#### [WHAT TO WORK ON]
The response should be an exact transcription of the data below, free of images.
PROVIDED INFORMATION Block Start
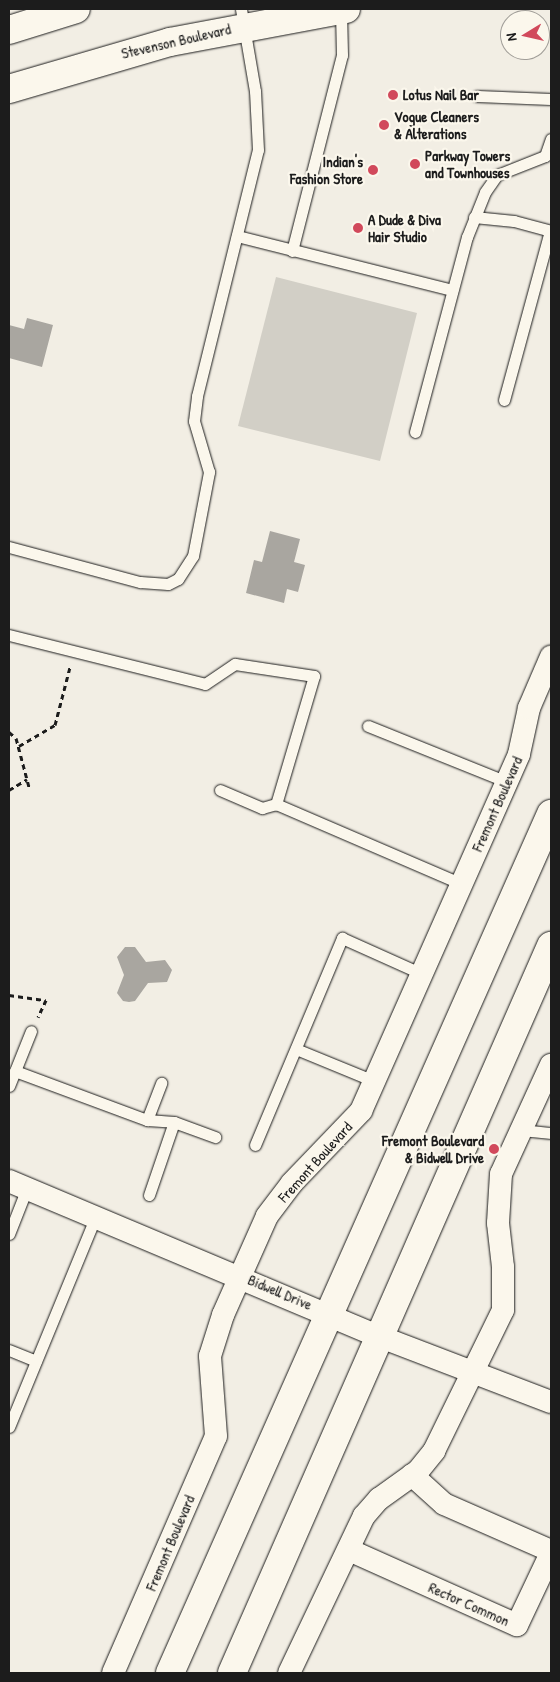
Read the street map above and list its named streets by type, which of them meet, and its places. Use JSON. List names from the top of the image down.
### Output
{
  "streets": {
    "main road": ["Stevenson Boulevard"],
    "street": ["Fremont Boulevard", "Bidwell Drive", "Rector Common"]
  },
  "crossings": [
    ["Fremont Boulevard", "Bidwell Drive"]
  ],
  "places": [
    "Lotus Nail Bar",
    "Vogue Cleaners & Alterations",
    "Parkway Towers and Townhouses",
    "Indian's Fashion Store",
    "A Dude & Diva Hair Studio",
    "Fremont Boulevard & Bidwell Drive"
  ],
  "north": "left"
}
PROVIDED INFORMATION Block End
#### [EXERCISE ANSWER]
Read the street map above and list its named streets by type, which of them meet, and its places. Use JSON. List names from the top of the image down.
### Output
{
  "streets": {
    "main road": ["Stevenson Boulevard"],
    "street": ["Fremont Boulevard", "Bidwell Drive", "Rector Common"]
  },
  "crossings": [
    ["Fremont Boulevard", "Bidwell Drive"]
  ],
  "places": [
    "Lotus Nail Bar",
    "Vogue Cleaners & Alterations",
    "Parkway Towers and Townhouses",
    "Indian's Fashion Store",
    "A Dude & Diva Hair Studio",
    "Fremont Boulevard & Bidwell Drive"
  ],
  "north": "left"
}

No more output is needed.